[[ AVAILABLE RECORDS open ]]

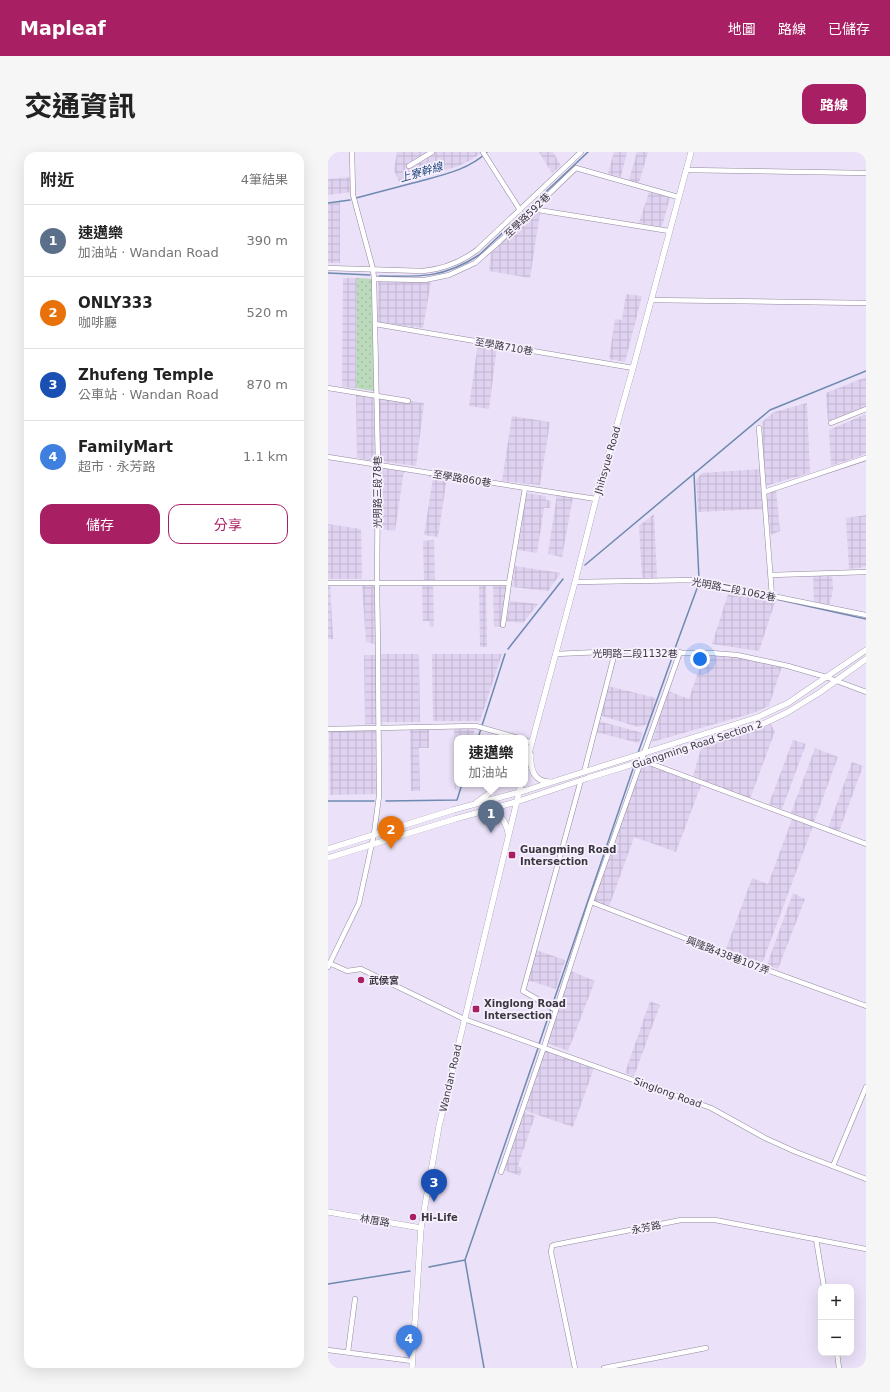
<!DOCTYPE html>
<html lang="zh-TW">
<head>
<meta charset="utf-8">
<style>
  body { margin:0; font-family:"DejaVu Sans","Noto Sans TC",sans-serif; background:#f6f6f6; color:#222 }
  .controls { position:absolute; right:12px; bottom:12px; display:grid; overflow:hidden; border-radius:8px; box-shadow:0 4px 16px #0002 }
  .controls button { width:36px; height:36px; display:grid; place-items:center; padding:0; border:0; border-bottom:1px solid #e0e0e0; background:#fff; color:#222; font:20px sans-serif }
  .you { position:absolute; left:372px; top:507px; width:14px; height:14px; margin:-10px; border:3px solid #fff; border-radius:50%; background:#1a73e8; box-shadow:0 0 0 6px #1a73e833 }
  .badge { display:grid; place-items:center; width:26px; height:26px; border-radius:50%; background:#a91f63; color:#fff; font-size:13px; font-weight:700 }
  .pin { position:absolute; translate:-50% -33px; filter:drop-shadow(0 1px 2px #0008) }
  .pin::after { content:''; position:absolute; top:21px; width:14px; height:12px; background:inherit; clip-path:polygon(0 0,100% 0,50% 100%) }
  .popup { position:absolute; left:126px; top:583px; width:74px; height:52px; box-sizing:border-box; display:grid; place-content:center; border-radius:8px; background:#fff; filter:drop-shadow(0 1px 3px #0005); font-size:13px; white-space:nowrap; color:#767676 }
  .popup b { font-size:15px; color:#222 }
  .popup::after { content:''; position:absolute; left:50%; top:100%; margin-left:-8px; border:8px solid transparent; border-top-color:#fff }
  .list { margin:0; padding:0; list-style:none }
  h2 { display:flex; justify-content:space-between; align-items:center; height:52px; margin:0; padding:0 16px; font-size:17px }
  h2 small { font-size:13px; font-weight:400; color:#767676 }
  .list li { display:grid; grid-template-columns:26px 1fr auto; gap:12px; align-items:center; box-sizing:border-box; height:72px; padding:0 16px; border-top:1px solid #e0e0e0 }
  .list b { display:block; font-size:15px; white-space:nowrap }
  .list p { margin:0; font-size:13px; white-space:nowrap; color:#767676 }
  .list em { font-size:13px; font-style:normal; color:#767676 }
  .actions { display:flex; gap:8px; padding:12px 16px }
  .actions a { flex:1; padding:9px 0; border:1px solid #a91f63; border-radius:12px; text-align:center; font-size:14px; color:#a91f63 }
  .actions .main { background:#a91f63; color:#fff }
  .map { position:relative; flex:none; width:538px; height:1216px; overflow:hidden; border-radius:12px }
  header { display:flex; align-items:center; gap:24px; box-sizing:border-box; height:56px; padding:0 20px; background:#a91f63; color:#fff }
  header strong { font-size:19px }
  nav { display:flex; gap:22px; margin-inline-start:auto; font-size:14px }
  .intro { display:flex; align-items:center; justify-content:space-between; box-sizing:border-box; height:96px; padding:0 24px }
  h1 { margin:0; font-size:28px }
  .button { padding:10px 18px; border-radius:12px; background:#a91f63; color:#fff; font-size:14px; font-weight:700 }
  main { display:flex; gap:24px; padding:0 24px }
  aside { flex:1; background:#fff; border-radius:12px; box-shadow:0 4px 16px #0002 }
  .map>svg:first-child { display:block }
  .industrial { fill:url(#industrial-grid) }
  .grass { fill:url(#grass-dots) }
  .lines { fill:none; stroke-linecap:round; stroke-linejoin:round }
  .stream { stroke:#6e8ab0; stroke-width:1.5 }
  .minor-casing { stroke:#93899e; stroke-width:5.5 }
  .tertiary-casing { stroke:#93899e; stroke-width:6 }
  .minor { stroke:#fff; stroke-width:4.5 }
  .tertiary { stroke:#fff; stroke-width:5.5 }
  .poi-dot { fill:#a91f63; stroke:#f6f0fe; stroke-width:1.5 }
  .labels { text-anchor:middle; stroke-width:3.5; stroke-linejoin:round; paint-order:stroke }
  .street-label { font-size:10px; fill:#3c3841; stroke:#f6f0fe }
  .poi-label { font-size:10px; font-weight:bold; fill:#3c3841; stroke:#f6f0fe; text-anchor:start }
  .water-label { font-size:11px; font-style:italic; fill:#23497c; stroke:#f6f0fe }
</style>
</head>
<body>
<header>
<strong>Mapleaf</strong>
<nav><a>地圖</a><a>路線</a><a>已儲存</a></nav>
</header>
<div class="intro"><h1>交通資訊</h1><a class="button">路線</a></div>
<main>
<aside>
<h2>附近<small>4筆結果</small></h2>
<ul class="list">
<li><span class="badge" style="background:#5c6f8a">1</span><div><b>速邁樂</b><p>加油站 · Wandan Road</p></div><em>390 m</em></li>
<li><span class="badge" style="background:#e8710a">2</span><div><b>ONLY333</b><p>咖啡廳</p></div><em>520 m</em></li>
<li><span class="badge" style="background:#1a4fb4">3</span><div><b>Zhufeng Temple</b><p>公車站 · Wandan Road</p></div><em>870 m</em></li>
<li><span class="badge" style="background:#3f7fe0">4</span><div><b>FamilyMart</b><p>超市 · 永芳路</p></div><em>1.1 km</em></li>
</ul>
<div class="actions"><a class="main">儲存</a><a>分享</a></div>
</aside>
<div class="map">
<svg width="538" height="1216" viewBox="0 0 538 1216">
  <defs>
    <pattern id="industrial-grid" width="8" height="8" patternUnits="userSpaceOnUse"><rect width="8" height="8" fill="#dfd2f0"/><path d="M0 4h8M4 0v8" fill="none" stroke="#c0b5cf"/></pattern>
    <pattern id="grass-dots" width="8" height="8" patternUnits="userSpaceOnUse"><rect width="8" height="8" fill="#badabb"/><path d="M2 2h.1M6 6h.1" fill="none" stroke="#a1bca2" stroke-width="1.8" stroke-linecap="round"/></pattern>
  </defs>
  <rect width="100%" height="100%" fill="#ebe1f8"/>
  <g class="industrial">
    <path d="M69,0H155L141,9L128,15L71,30L66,18Z"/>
    <path d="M211,0H225L233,14L224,21Z"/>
    <path d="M286,0H299L293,25L280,22Z"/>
    <path d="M309,0H320L311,31L301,28Z"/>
    <path d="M23,25L24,40L0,43V27Z"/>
    <path d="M321,40L342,45L334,75L311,71Z"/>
    <path d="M12,50V111H0V52Z"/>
    <path d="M203,61H212L202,126L161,119L163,101Z"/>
    <path d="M15,126H29L28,236L14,235Z"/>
    <path d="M50,128L103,130L95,176L50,170Z"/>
    <path d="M298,142L314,144L297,210L281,207L287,167L294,168Z"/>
    <path d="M150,192L169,195L161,257L141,254Z"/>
    <path d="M538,225V254L500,269L498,241Z"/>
    <path d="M28,242L46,244L47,309L29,306Z"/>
    <path d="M50,244L96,251L88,314L50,309Z"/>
    <path d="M479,251L482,321L437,334L434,270L446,260Z"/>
    <path d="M538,262V302L503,314L501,278Z"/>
    <path d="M184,264L222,270L212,333L174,329Z"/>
    <path d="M56,315L76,318L67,379L52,377V319Z"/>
    <path d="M433,317L435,357L370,360L368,328L374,321Z"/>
    <path d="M102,322L119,325L110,385L96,383L105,326L101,325Z"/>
    <path d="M448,338L452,379L443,383L438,340Z"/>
    <path d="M198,341L218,344V348L223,349L222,356H216L209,401L190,398Z"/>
    <path d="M229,342L245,345L234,405L220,402Z"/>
    <path d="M326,362L329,426L314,427L311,374Z"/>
    <path d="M538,363V415L521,417L518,366Z"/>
    <path d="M0,372L33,377L34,427H0Z"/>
    <path d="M106,388L107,428H96L95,389Z"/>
    <path d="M187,414L233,421L220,439L184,435Z"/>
    <path d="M485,423H504L505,437L502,452L486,450Z"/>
    <path d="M94,431H105L106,475H102L101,469H95Z"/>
    <path d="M151,431H158L159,495H152Z"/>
    <path d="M0,432H2L5,487H0Z"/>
    <path d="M34,432L48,433L47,492L38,490Z"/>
    <path d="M180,432L174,475H166L165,433Z"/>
    <path d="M401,439L447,450L431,499L384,492Z"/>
    <path d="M182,449L210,452L195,471L179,469Z"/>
    <path d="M52,502H91L92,570H53Z"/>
    <path d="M104,502H174L152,569H105Z"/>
    <path d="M376,502L409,504L454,514L441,554L425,561L324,590L340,539L361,547Z"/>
    <path d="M36,503H49L50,572H37Z"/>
    <path d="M280,534L328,546L321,572L310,575L271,563Z"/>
    <path d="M270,569L315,581L311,591L267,580Z"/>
    <path d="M442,571L447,579L422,647L365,624L374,593L403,586Z"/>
    <path d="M126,575H148L144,586H129V632L127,639Z"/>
    <path d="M48,576L50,642L2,643L1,577Z"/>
    <path d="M82,577H101V596H91L92,639H83Z"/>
    <path d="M465,588L478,592L454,657L441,652Z"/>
    <path d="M487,596L510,605L486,670L463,661Z"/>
    <path d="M524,610L535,614L511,680L500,676Z"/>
    <path d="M320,613L373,633L348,700L306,685L281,755L266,750L312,616Z"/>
    <path d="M464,667L485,674L434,812L398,797L424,726L440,732Z"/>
    <path d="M465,741L477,747L450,817L439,813Z"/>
    <path d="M208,798L237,808L228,837L199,828Z"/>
    <path d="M243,819L267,829L240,899L219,891Z"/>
    <path d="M322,849L332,853L306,924L297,921Z"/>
    <path d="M217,898L266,916L245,975L195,958Z"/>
    <path d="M194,959L207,964L190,1014L194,1016L192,1024L173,1017Z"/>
  </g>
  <path class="grass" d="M29,126L44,127L46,239L28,236Z"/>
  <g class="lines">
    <g class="stream">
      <path d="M28,46C47,41 66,36 85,31C110,24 140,19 159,0"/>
      <path d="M0,51L22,48"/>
      <path d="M0,121L42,123"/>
      <path d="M51,124C92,125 116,126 151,103L260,0"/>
      <path d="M366,321L371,427"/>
      <path d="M257,413L442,258L538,219"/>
      <path d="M371,432L429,443L538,467"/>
      <path d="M180,497L235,427"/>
      <path d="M346,499L371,431"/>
      <path d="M150,586L177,502"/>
      <path d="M310,601L345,503"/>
      <path d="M0,649H46"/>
      <path d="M58,649L129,648L134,632"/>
      <path d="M211,892L306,614"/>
      <path d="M101,1115L137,1108"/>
      <path d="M0,1132L82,1119"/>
      <path d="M156,1216L137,1108L210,896"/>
    </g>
    <g class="minor-casing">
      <g id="minor">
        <path d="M155,0L192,58"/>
        <path d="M81,14L104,0"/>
        <path d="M358,18L538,21"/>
        <path d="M204,57L341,79"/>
        <path d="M0,116L95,119C115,117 133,110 149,98L253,0"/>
        <path d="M46,127L97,128L121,123L147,111L172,89L248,16L350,45"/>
        <path d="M323,148L538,151"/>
        <path d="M47,172L305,216"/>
        <path d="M0,236L80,249"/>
        <path d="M503,271L538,257"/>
        <path d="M431,276L444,444"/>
        <path d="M0,305L268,347"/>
        <path d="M436,340L538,306"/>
        <path d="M443,423L538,420"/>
        <path d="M247,430L366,428L538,463"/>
        <path d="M0,431H181"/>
        <path d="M175,473L181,431L197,336"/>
        <path d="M228,502L293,499L322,501H383L409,503L460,514L498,525L538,540"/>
        <path d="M0,577L148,574L190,586"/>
        <path d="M197,588L204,591"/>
        <path d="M316,609L538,692"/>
        <path d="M256,620L287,500"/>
        <path d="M263,750L434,816L538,854"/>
        <path d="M1,811L19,819L33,817L136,867L383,956L437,986L468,1000L538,1027"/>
        <path d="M0,815L31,751L46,682L51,644L50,499L49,431L50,312L46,127L45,117L25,43L24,0"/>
        <path d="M228,858L195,839L253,628"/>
        <path d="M505,1014L538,935"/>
        <path d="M173,1020L216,895L263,750L352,500"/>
        <path d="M488,1087L496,1135"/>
        <path d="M0,1198L84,1209"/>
        <path d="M20,1200L27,1147"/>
        <path d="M509,1201L511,1216"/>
        <path d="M247,1216L223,1100L224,1094L226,1093L353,1068H387L538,1097"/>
        <path d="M276,1216L378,1196"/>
      </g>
    </g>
    <g class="tertiary-casing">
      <g id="tertiary">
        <path d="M203,603C202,617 206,630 222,630"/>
        <path d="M197,616L247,430L268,347L305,216L363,0"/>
        <path d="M149,650L159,643L169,632"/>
        <path d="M157,660C171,660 178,668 180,681"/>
        <path d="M0,697L125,658L199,638L430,565L460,551L538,498"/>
        <path d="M0,706L127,667L188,650L260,626L435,572L460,560L491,541L538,507"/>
        <path d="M0,1060L93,1076"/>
        <path d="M84,1216L93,1076L111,974L193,632"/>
      </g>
    </g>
    <use href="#minor" class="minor"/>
    <use href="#tertiary" class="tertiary"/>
  </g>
  <g class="poi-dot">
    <rect x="180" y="699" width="8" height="8" rx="2"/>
    <circle cx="33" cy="828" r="4"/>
    <rect x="144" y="853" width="8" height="8" rx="2"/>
    <circle cx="85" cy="1065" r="4"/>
  </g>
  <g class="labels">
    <g class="street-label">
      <text transform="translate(199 63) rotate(-44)" y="4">至學路592巷</text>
      <text transform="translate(176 194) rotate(10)" y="4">至學路710巷</text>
      <text transform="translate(279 308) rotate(-74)" y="4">Jhihsyue Road</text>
      <text transform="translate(134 326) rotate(9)" y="4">至學路860巷</text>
      <text transform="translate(49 340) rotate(-90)" y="4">光明路三段78巷</text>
      <text transform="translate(406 437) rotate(11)" y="4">光明路二段1062巷</text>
      <text x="307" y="505">光明路二段1132巷</text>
      <text transform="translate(369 592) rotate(-18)" y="4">Guangming Road Section 2</text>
      <text transform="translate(400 803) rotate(21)" y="4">興隆路438巷107弄</text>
      <text transform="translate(122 926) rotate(-77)" y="4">Wandan Road</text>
      <text transform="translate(340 940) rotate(20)" y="4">Singlong Road</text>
      <text transform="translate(47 1068) rotate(9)" y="4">林厝路</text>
      <text transform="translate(318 1075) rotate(-11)" y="4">永芳路</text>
    </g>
    <g class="poi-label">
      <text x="192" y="701">Guangming Road<tspan x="192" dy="12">Intersection</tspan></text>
      <text x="41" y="832">武侯宮</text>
      <text x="156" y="855">Xinglong Road<tspan x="156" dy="12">Intersection</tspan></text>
      <text x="93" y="1069">Hi-Life</text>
    </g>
    <g class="water-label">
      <text transform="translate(93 20) rotate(-16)" y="4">上寮幹線</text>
    </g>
  </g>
</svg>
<div class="controls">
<button>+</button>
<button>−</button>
</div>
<div class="you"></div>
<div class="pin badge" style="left:163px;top:681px;background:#5c6f8a">1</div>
<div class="popup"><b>速邁樂</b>加油站</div>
<div class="pin badge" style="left:63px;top:697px;background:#e8710a">2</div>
<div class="pin badge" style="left:106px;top:1050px;background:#1a4fb4">3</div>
<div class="pin badge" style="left:81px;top:1206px;background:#3f7fe0">4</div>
</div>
</main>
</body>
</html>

[[ AVAILABLE RECORDS closed ]]

### WHAT THE EXERCISE ASKS
Show every line from the entries that includes the word "lines".

### COMPLETED TASK
  .lines { fill:none; stroke-linecap:round; stroke-linejoin:round }
  <g class="lines">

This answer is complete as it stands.